- WORK REQUEST
Repeat every entry word for word. Images do not belong in the copy.

[Saved entries]

··········

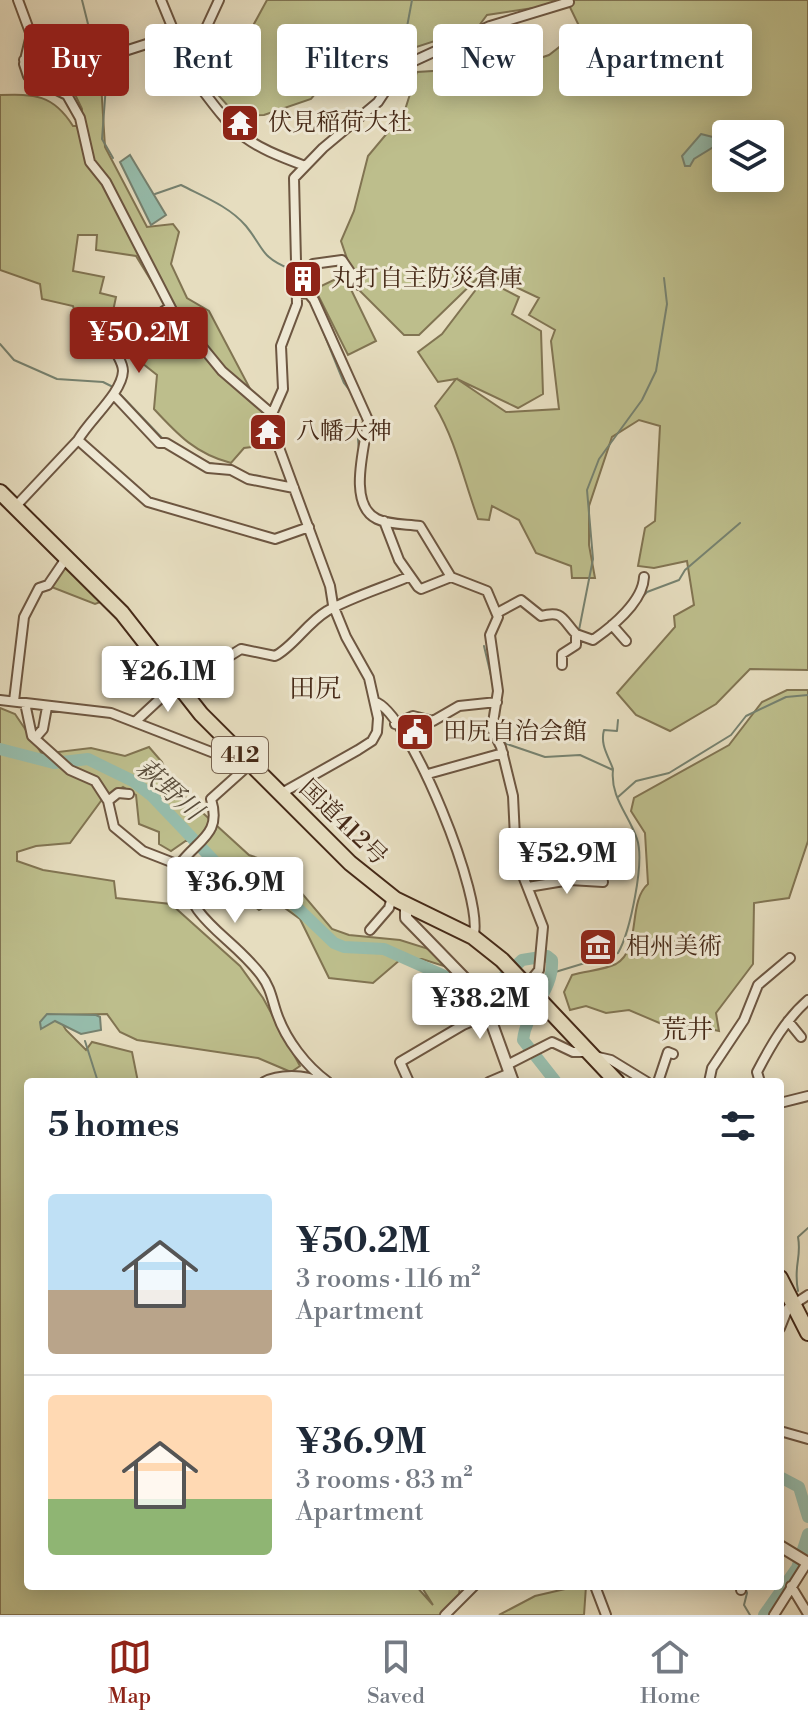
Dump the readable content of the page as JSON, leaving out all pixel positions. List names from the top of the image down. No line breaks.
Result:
{"streets":{"highway":["412","国道412号"]},"districts":["田尻","荒井"],"water":["萩野川"],"places":{"temple":["伏見稲荷大社","八幡大神"],"building":["丸打自主防災倉庫"],"public building":["田尻自治会館"],"museum":["相州美術"]},"page":{"chip":["Buy","Rent","Filters","New","Apartment"],"price":["¥50.2M","¥26.1M","¥52.9M","¥36.9M","¥38.2M"],"heading":"5 homes","list":[{"name":"¥50.2M","note":"3 rooms · 116 m² · Apartment"},{"name":"¥36.9M","note":"3 rooms · 83 m² · Apartment"}],"tabs":["Map","Saved","Home"]}}
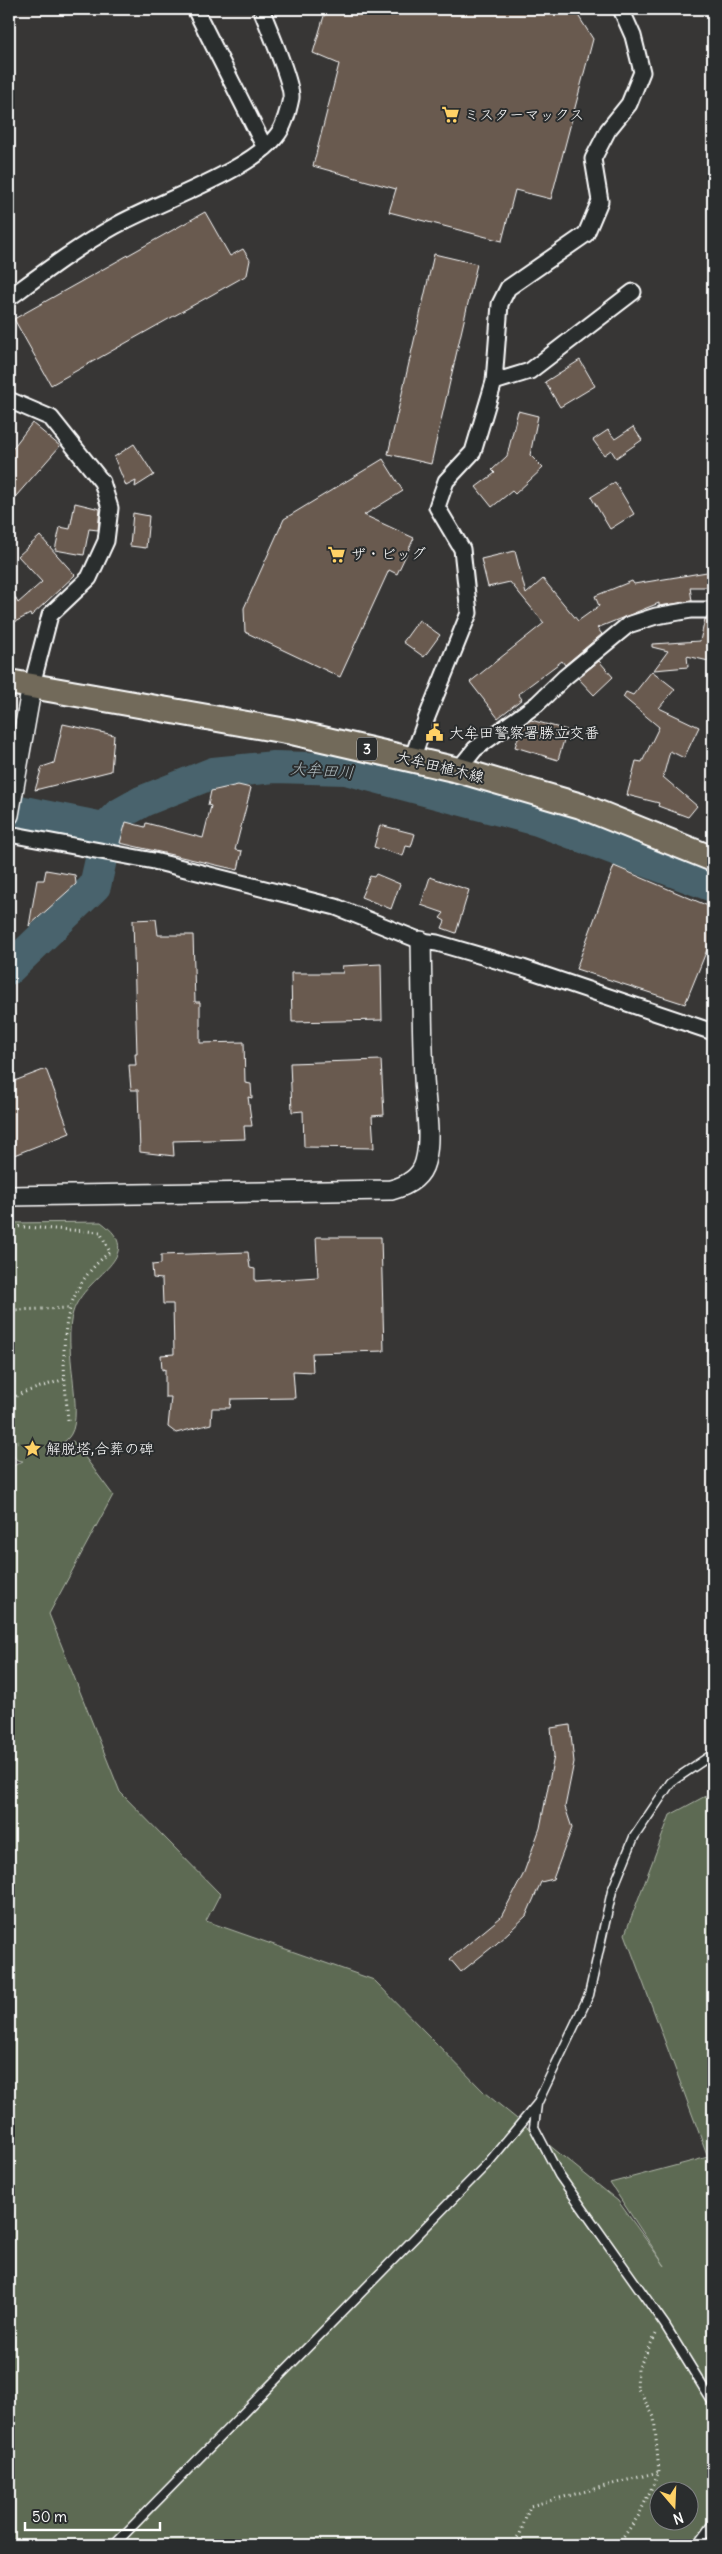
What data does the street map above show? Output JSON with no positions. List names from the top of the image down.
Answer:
{
  "streets": {
    "main road": ["3", "大牟田植木線"]
  },
  "water": ["大牟田川"],
  "places": {
    "supermarket": ["ミスターマックス", "ザ・ビッグ"],
    "public building": ["大牟田警察署勝立交番"],
    "place": ["解脱塔,合葬の碑"]
  },
  "scale_bar": "50 m",
  "north": "bottom"
}
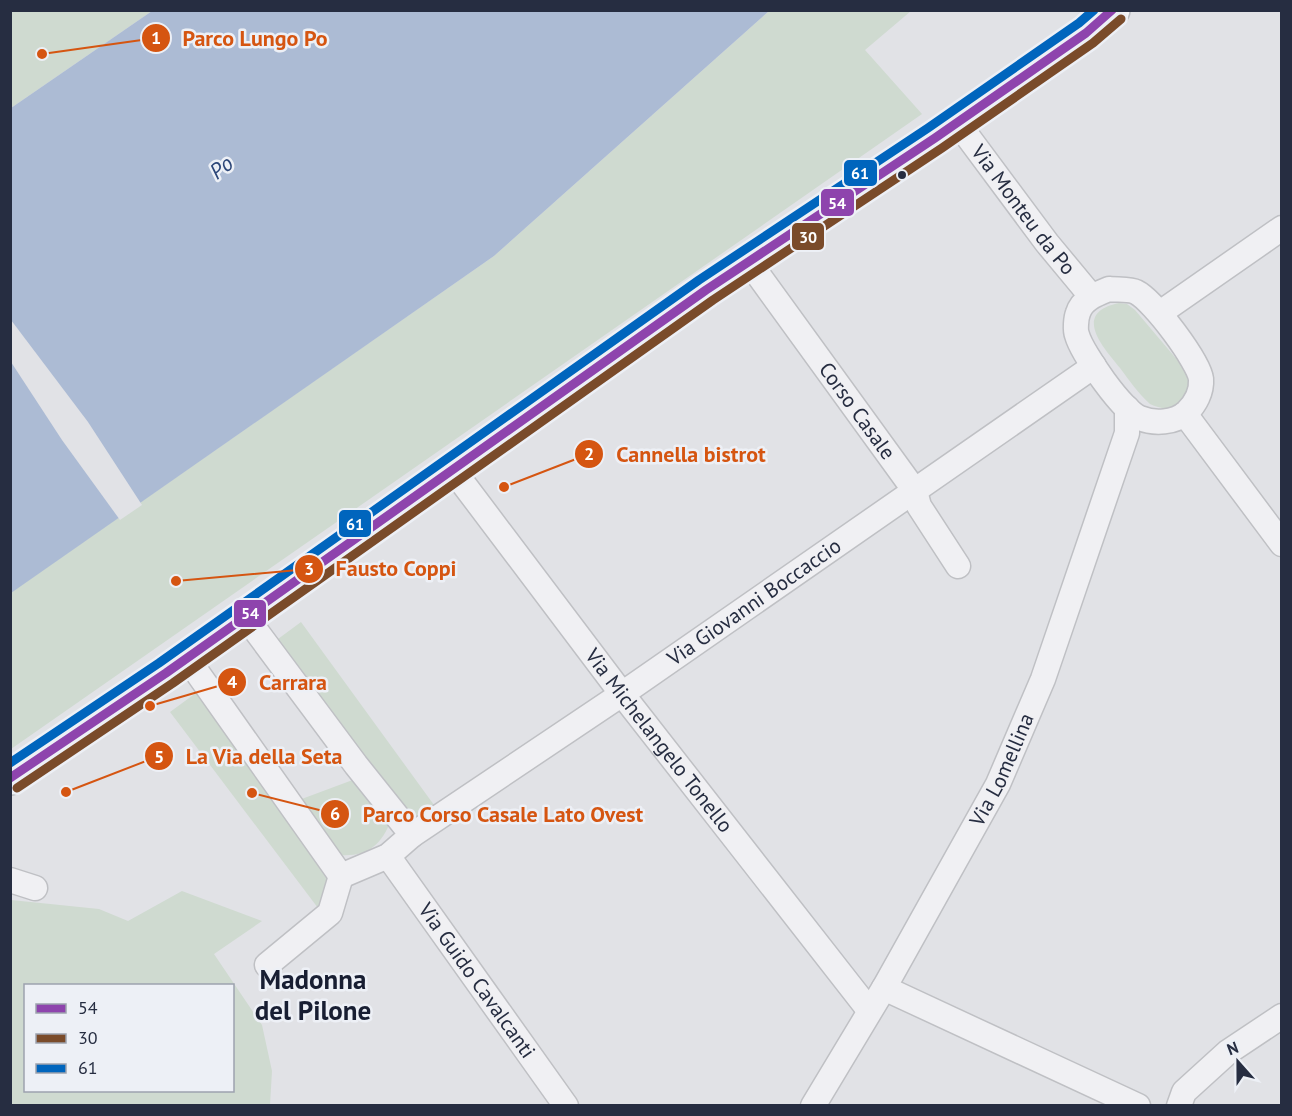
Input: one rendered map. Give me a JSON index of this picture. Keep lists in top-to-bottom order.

··········

- WRITTEN RESPONSE
Dump the readable content of the page as JSON, leaving out all pixel positions. List names from the top of the image down. No line breaks.
Result:
{"streets":{"highway":["412","国道412号"]},"districts":["田尻","荒井"],"water":["萩野川"],"places":{"temple":["伏見稲荷大社","八幡大神"],"building":["丸打自主防災倉庫"],"public building":["田尻自治会館"],"museum":["相州美術"]},"page":{"chip":["Buy","Rent","Filters","New","Apartment"],"price":["¥50.2M","¥26.1M","¥52.9M","¥36.9M","¥38.2M"],"heading":"5 homes","list":[{"name":"¥50.2M","note":"3 rooms · 116 m² · Apartment"},{"name":"¥36.9M","note":"3 rooms · 83 m² · Apartment"}],"tabs":["Map","Saved","Home"]}}
What data does the street map above show? Output JSON with no positions. List names from the top of the image down.
Answer:
{
  "streets": {
    "main road": ["3", "大牟田植木線"]
  },
  "water": ["大牟田川"],
  "places": {
    "supermarket": ["ミスターマックス", "ザ・ビッグ"],
    "public building": ["大牟田警察署勝立交番"],
    "place": ["解脱塔,合葬の碑"]
  },
  "scale_bar": "50 m",
  "north": "bottom"
}
Input: one rendered map. Give me a JSON index of this picture. Keep lists in top-to-bottom order.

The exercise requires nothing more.